Paying regular attention to your abode’s exterior prevents cold shoulders from neighbors and keeps passersby from slamming on the brakes to stare at the eyesore.
More than cosmetics, a spiffy home protects a homeowner’s investment.
Do-it-yourself projects add curb appeal and sweat equity, giving homeowners the opportunity to use the savings on additional improvements, said Angela Klein Hughes, president of the Billings Association of Realtors.
Regular maintenance lessens additional stress when a homeowner has to sell a home because of unexpected job changes or life circumstances, she said.
“Then it’s go time and they end up spending a whole lot more money,” Klein Hughes said. “They have an eye-opening experience because (of) deferred maintenance.”
Matt Jansen, owner of Matt the Painter in Billings, recommends yearly repairs. Doing so deters potentially expensive structural issues later on, especially when missing shingles or cracked windows are promptly addressed.

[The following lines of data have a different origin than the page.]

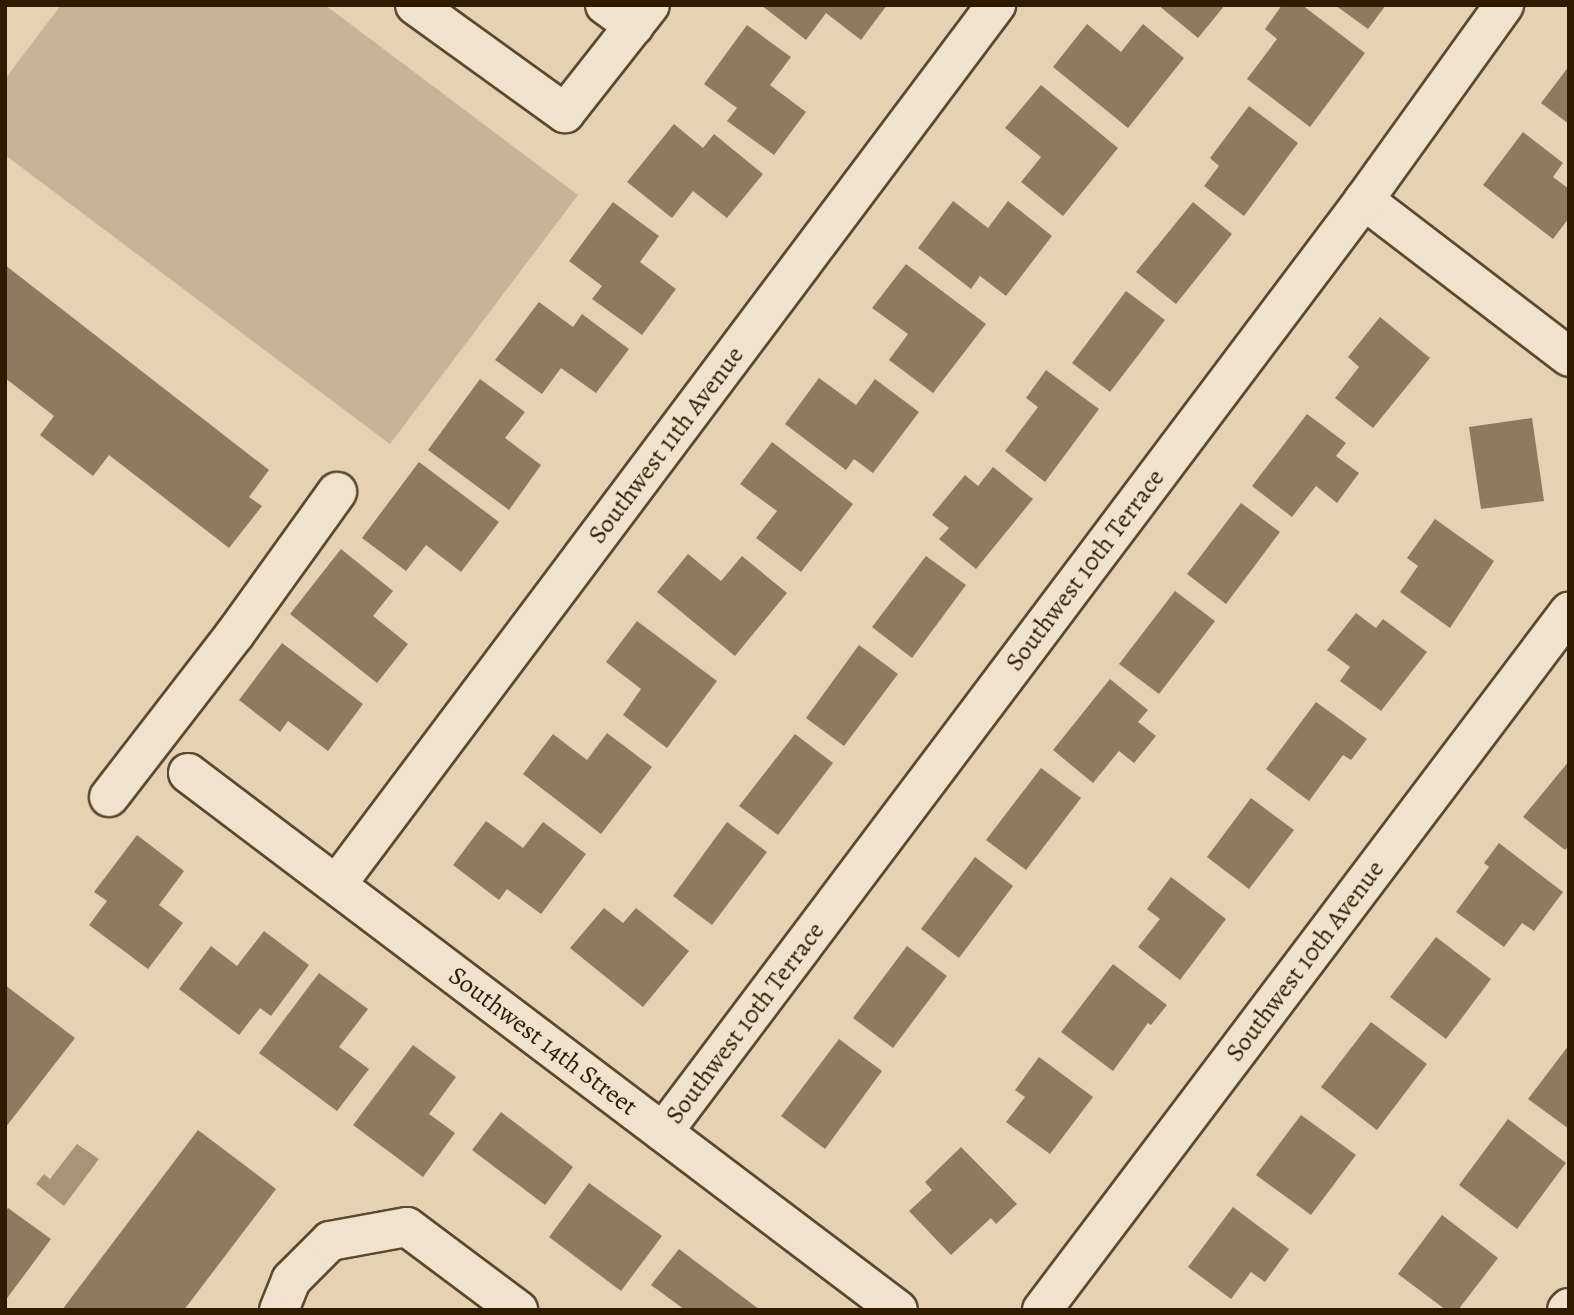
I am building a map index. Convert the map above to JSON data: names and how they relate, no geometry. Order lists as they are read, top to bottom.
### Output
{
  "streets": {
    "street": [
      "Southwest 11th Avenue",
      "Southwest 10th Terrace",
      "Southwest 10th Avenue",
      "Southwest 14th Street"
    ]
  },
  "crossings": [
    ["Southwest 11th Avenue", "Southwest 14th Street"],
    ["Southwest 10th Terrace", "Southwest 14th Street"]
  ]
}
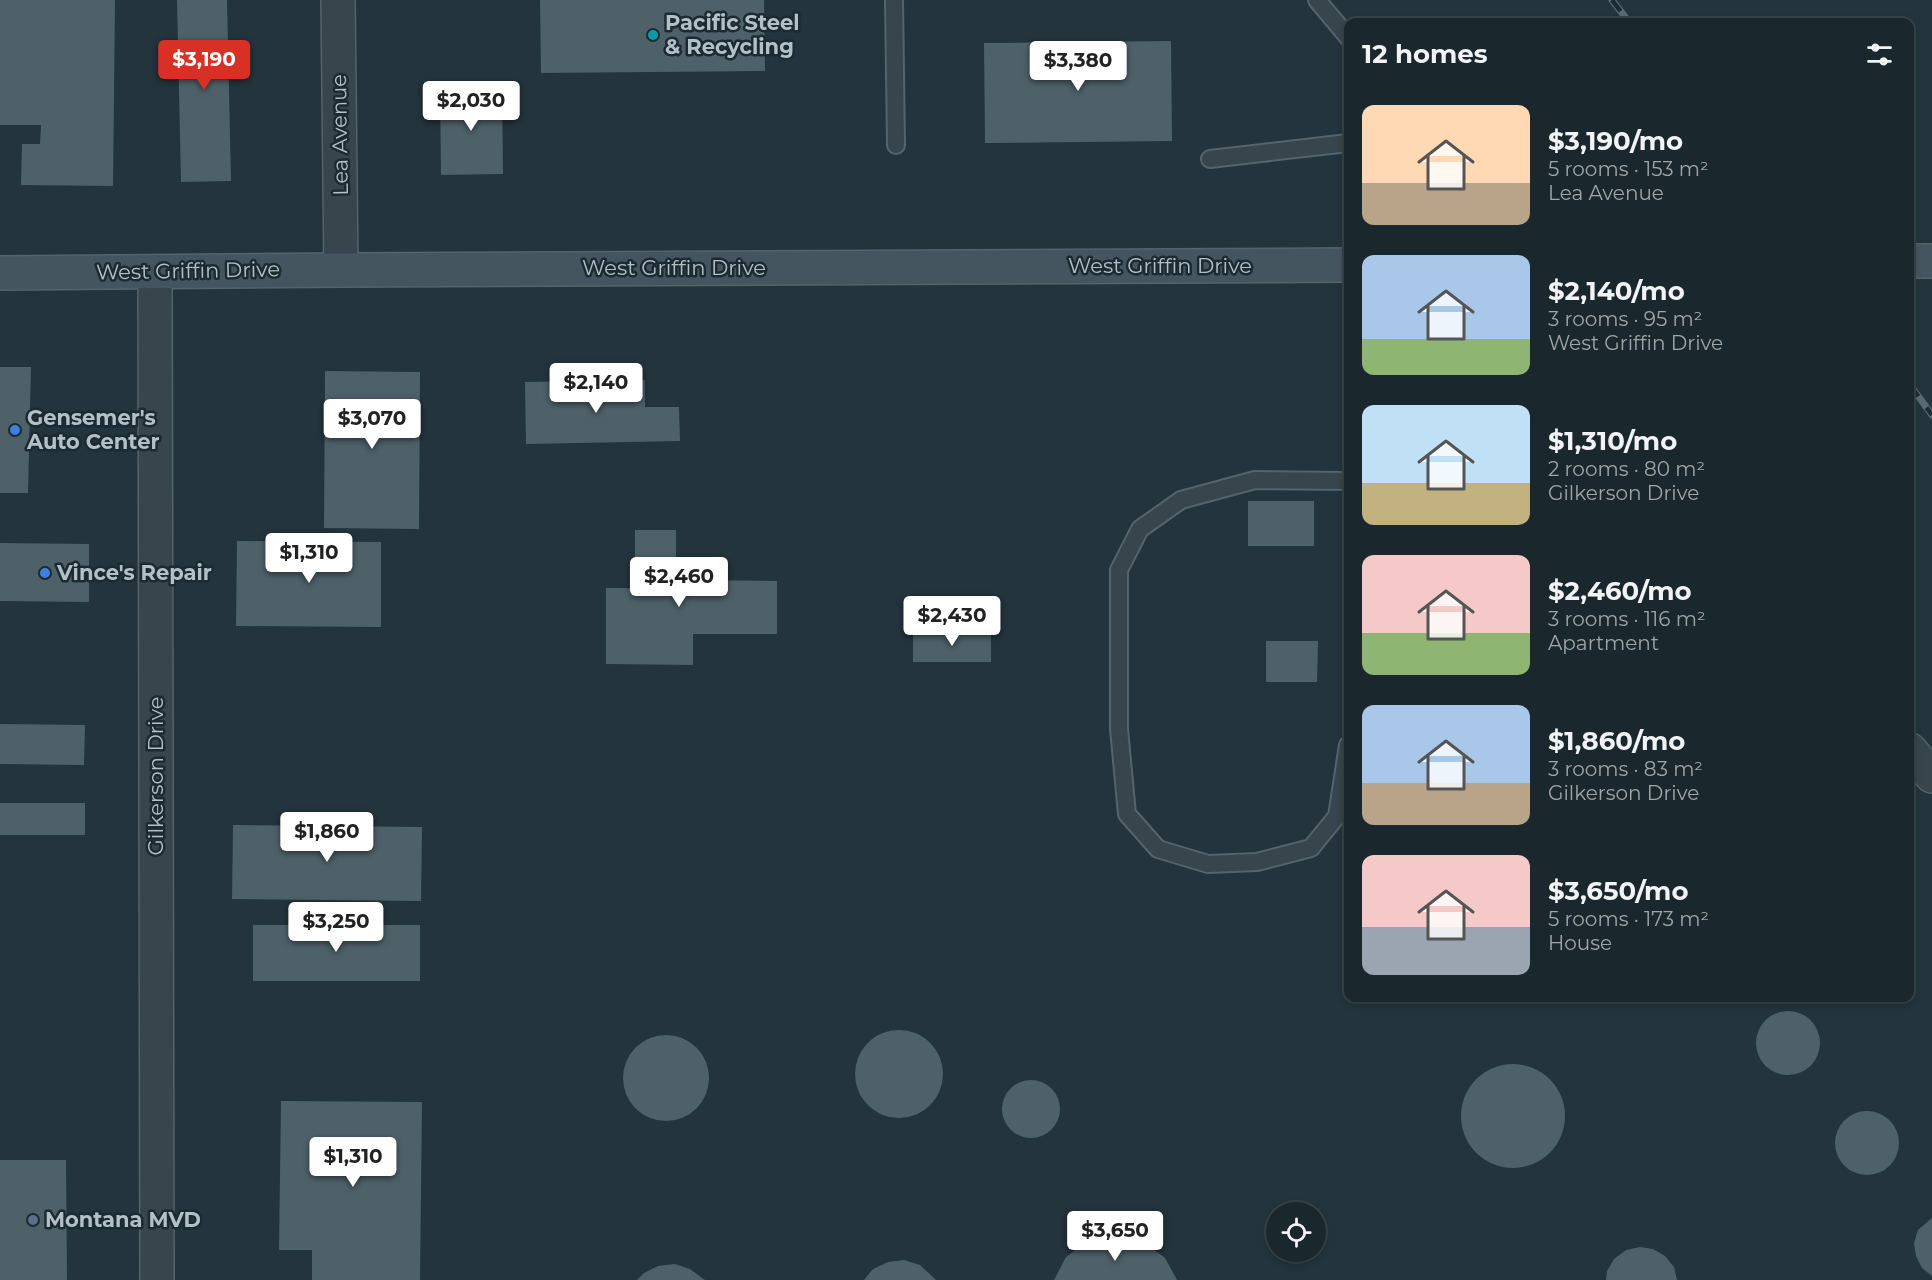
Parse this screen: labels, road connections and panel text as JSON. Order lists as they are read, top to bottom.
{
  "streets": {
    "main road": ["West Griffin Drive"],
    "street": ["Lea Avenue", "Gilkerson Drive"]
  },
  "crossings": [
    ["Lea Avenue", "West Griffin Drive"],
    ["West Griffin Drive", "Gilkerson Drive"]
  ],
  "places": [
    "Pacific Steel & Recycling",
    "Gensemer's Auto Center",
    "Vince's Repair",
    "Montana MVD"
  ],
  "page": {
    "heading": "12 homes",
    "price": [
      "$3,190",
      "$3,380",
      "$2,030",
      "$2,140",
      "$3,070",
      "$1,310",
      "$2,460",
      "$2,430",
      "$1,860",
      "$3,250",
      "$1,310",
      "$3,650"
    ],
    "list": [
      {
        "name": "$3,190/mo",
        "note": "5 rooms · 153 m² · Lea Avenue"
      },
      {
        "name": "$2,140/mo",
        "note": "3 rooms · 95 m² · West Griffin Drive"
      },
      {
        "name": "$1,310/mo",
        "note": "2 rooms · 80 m² · Gilkerson Drive"
      },
      {
        "name": "$2,460/mo",
        "note": "3 rooms · 116 m² · Apartment"
      },
      {
        "name": "$1,860/mo",
        "note": "3 rooms · 83 m² · Gilkerson Drive"
      },
      {
        "name": "$3,650/mo",
        "note": "5 rooms · 173 m² · House"
      }
    ]
  }
}
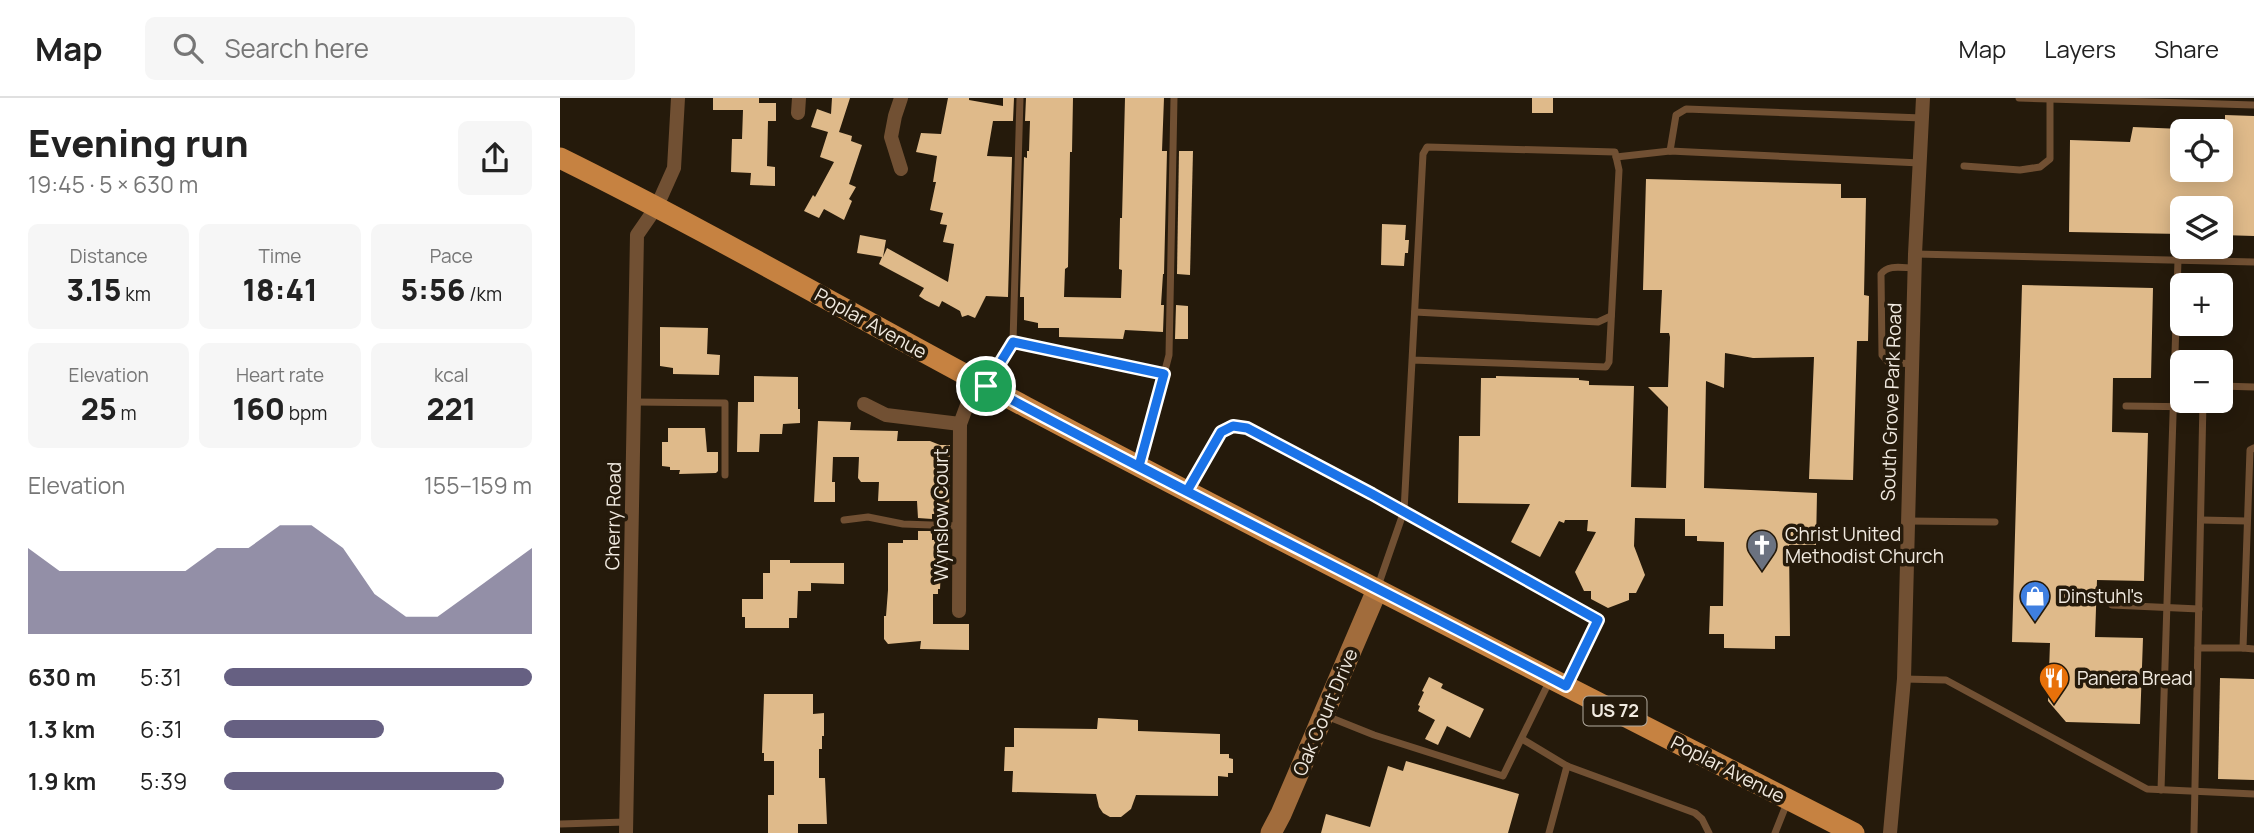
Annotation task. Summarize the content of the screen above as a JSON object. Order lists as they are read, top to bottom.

Replace damaged window and door caulking that lets in moisture and insects, and if sprinklers are getting the house or garage wet, make adjustments to avert water damage.
Correct sagging gutters or damaged shutters, touch up deteriorating paint and replace burnt out bulbs. Seal cracks in the driveway and sidewalks, and repair or replace pavers. Pressure washing the home’s exterior and any outbuildings, driveway and sidewalks will make them look fresh.
For ideas that add curb appeal and instruction on repairs, visit Pinterest, how-to websites such as DIY Network and LifeHacker, or YouTube videos.
Call a professional
More complicated projects such as painting the home’s exterior are best left to professionals, Klein Hughes said.
Jansen says a home’s exterior should be inspected seven years after it was last painted, or earlier if the house is exposed to a lot of sun or painted green, blue or a dark color, which fades faster.
Starting with the house’s south side, look east and check the corners and substrate for damage, color discrepancies, checked or peeling paint. If the paint has faded, it’s a sign the product has broken down and needs a new coat.
Black mildew spots on the home’s north side are nothing to worry about as they are easy to clean.
Newer homes with HardiePlank-type siding can be painted every 10 years or more, while houses built in the 1970s and 1980s with Masonite siding should be inspected for wax bleeds, which require prepping with an oil-based primer to stop unsightly spotting.
“Just like your skin with suntan lotion … you want to seal and protect that underlying surface,” Jansen said.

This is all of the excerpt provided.